• _EXERCISE INSTRUCTIONS_
Every entry should be repeated exactly as written.

• _PROVIDED MATERIAL_

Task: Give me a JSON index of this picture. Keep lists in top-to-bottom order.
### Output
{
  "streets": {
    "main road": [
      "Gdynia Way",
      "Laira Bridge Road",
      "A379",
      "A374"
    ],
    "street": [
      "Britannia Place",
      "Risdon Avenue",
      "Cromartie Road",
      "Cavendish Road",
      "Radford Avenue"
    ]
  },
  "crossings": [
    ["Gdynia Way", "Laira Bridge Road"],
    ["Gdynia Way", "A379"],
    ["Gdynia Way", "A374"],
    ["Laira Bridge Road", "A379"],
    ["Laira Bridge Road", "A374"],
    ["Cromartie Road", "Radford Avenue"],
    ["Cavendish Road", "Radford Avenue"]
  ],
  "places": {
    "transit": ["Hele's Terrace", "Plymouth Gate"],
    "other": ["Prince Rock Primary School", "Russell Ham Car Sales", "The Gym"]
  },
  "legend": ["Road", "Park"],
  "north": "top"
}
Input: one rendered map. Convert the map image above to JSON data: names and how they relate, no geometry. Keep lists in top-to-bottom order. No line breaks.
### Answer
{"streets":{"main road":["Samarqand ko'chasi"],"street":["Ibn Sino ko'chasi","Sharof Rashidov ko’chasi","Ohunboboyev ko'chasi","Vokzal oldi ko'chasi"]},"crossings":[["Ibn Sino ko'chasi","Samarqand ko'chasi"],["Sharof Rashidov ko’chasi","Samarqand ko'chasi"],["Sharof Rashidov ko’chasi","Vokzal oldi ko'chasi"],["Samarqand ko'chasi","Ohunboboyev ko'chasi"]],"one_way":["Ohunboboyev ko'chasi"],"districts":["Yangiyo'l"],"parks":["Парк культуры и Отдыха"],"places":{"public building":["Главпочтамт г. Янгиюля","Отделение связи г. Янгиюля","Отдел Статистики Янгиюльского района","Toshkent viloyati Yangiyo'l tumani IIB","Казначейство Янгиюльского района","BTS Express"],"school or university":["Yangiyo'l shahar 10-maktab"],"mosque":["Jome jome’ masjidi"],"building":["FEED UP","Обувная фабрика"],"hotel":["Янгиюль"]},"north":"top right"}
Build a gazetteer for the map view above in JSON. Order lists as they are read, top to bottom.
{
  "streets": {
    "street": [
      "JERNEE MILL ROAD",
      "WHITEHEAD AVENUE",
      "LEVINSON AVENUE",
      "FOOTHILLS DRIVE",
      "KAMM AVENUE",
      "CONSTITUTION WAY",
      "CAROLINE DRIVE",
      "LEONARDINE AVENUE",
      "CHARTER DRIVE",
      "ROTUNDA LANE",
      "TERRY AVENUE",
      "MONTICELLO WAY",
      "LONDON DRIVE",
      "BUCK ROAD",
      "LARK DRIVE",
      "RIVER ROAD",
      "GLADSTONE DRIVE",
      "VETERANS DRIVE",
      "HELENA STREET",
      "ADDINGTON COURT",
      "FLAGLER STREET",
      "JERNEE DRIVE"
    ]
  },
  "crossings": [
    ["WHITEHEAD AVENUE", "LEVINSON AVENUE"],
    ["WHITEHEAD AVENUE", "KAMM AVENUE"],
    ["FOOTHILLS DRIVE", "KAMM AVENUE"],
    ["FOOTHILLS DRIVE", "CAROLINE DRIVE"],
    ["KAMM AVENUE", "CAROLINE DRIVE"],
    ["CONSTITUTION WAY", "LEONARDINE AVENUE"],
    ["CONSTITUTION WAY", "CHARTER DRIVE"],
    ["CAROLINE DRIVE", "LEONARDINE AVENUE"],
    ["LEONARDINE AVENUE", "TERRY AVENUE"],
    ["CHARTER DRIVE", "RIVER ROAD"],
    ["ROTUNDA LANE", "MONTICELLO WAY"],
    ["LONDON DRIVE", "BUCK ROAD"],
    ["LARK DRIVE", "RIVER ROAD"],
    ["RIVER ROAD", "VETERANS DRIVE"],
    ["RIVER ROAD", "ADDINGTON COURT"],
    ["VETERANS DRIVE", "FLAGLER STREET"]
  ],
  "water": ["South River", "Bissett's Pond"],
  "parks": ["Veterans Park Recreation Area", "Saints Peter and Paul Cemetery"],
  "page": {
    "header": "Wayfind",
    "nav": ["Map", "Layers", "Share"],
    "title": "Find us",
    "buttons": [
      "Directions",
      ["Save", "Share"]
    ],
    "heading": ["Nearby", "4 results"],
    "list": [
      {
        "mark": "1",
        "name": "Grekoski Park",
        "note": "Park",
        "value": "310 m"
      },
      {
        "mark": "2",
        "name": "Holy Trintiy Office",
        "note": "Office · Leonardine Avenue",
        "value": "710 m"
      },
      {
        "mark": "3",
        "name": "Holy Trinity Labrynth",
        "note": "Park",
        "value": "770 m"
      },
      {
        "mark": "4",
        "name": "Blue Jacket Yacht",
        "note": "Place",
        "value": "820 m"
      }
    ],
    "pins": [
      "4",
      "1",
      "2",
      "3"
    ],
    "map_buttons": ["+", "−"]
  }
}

• _OUTPUT OF THE TASK_
Task: Give me a JSON index of this picture. Keep lists in top-to-bottom order.
### Output
{
  "streets": {
    "main road": [
      "Gdynia Way",
      "Laira Bridge Road",
      "A379",
      "A374"
    ],
    "street": [
      "Britannia Place",
      "Risdon Avenue",
      "Cromartie Road",
      "Cavendish Road",
      "Radford Avenue"
    ]
  },
  "crossings": [
    ["Gdynia Way", "Laira Bridge Road"],
    ["Gdynia Way", "A379"],
    ["Gdynia Way", "A374"],
    ["Laira Bridge Road", "A379"],
    ["Laira Bridge Road", "A374"],
    ["Cromartie Road", "Radford Avenue"],
    ["Cavendish Road", "Radford Avenue"]
  ],
  "places": {
    "transit": ["Hele's Terrace", "Plymouth Gate"],
    "other": ["Prince Rock Primary School", "Russell Ham Car Sales", "The Gym"]
  },
  "legend": ["Road", "Park"],
  "north": "top"
}
Input: one rendered map. Convert the map image above to JSON data: names and how they relate, no geometry. Keep lists in top-to-bottom order. No line breaks.
### Answer
{"streets":{"main road":["Samarqand ko'chasi"],"street":["Ibn Sino ko'chasi","Sharof Rashidov ko’chasi","Ohunboboyev ko'chasi","Vokzal oldi ko'chasi"]},"crossings":[["Ibn Sino ko'chasi","Samarqand ko'chasi"],["Sharof Rashidov ko’chasi","Samarqand ko'chasi"],["Sharof Rashidov ko’chasi","Vokzal oldi ko'chasi"],["Samarqand ko'chasi","Ohunboboyev ko'chasi"]],"one_way":["Ohunboboyev ko'chasi"],"districts":["Yangiyo'l"],"parks":["Парк культуры и Отдыха"],"places":{"public building":["Главпочтамт г. Янгиюля","Отделение связи г. Янгиюля","Отдел Статистики Янгиюльского района","Toshkent viloyati Yangiyo'l tumani IIB","Казначейство Янгиюльского района","BTS Express"],"school or university":["Yangiyo'l shahar 10-maktab"],"mosque":["Jome jome’ masjidi"],"building":["FEED UP","Обувная фабрика"],"hotel":["Янгиюль"]},"north":"top right"}
Build a gazetteer for the map view above in JSON. Order lists as they are read, top to bottom.
{
  "streets": {
    "street": [
      "JERNEE MILL ROAD",
      "WHITEHEAD AVENUE",
      "LEVINSON AVENUE",
      "FOOTHILLS DRIVE",
      "KAMM AVENUE",
      "CONSTITUTION WAY",
      "CAROLINE DRIVE",
      "LEONARDINE AVENUE",
      "CHARTER DRIVE",
      "ROTUNDA LANE",
      "TERRY AVENUE",
      "MONTICELLO WAY",
      "LONDON DRIVE",
      "BUCK ROAD",
      "LARK DRIVE",
      "RIVER ROAD",
      "GLADSTONE DRIVE",
      "VETERANS DRIVE",
      "HELENA STREET",
      "ADDINGTON COURT",
      "FLAGLER STREET",
      "JERNEE DRIVE"
    ]
  },
  "crossings": [
    ["WHITEHEAD AVENUE", "LEVINSON AVENUE"],
    ["WHITEHEAD AVENUE", "KAMM AVENUE"],
    ["FOOTHILLS DRIVE", "KAMM AVENUE"],
    ["FOOTHILLS DRIVE", "CAROLINE DRIVE"],
    ["KAMM AVENUE", "CAROLINE DRIVE"],
    ["CONSTITUTION WAY", "LEONARDINE AVENUE"],
    ["CONSTITUTION WAY", "CHARTER DRIVE"],
    ["CAROLINE DRIVE", "LEONARDINE AVENUE"],
    ["LEONARDINE AVENUE", "TERRY AVENUE"],
    ["CHARTER DRIVE", "RIVER ROAD"],
    ["ROTUNDA LANE", "MONTICELLO WAY"],
    ["LONDON DRIVE", "BUCK ROAD"],
    ["LARK DRIVE", "RIVER ROAD"],
    ["RIVER ROAD", "VETERANS DRIVE"],
    ["RIVER ROAD", "ADDINGTON COURT"],
    ["VETERANS DRIVE", "FLAGLER STREET"]
  ],
  "water": ["South River", "Bissett's Pond"],
  "parks": ["Veterans Park Recreation Area", "Saints Peter and Paul Cemetery"],
  "page": {
    "header": "Wayfind",
    "nav": ["Map", "Layers", "Share"],
    "title": "Find us",
    "buttons": [
      "Directions",
      ["Save", "Share"]
    ],
    "heading": ["Nearby", "4 results"],
    "list": [
      {
        "mark": "1",
        "name": "Grekoski Park",
        "note": "Park",
        "value": "310 m"
      },
      {
        "mark": "2",
        "name": "Holy Trintiy Office",
        "note": "Office · Leonardine Avenue",
        "value": "710 m"
      },
      {
        "mark": "3",
        "name": "Holy Trinity Labrynth",
        "note": "Park",
        "value": "770 m"
      },
      {
        "mark": "4",
        "name": "Blue Jacket Yacht",
        "note": "Place",
        "value": "820 m"
      }
    ],
    "pins": [
      "4",
      "1",
      "2",
      "3"
    ],
    "map_buttons": ["+", "−"]
  }
}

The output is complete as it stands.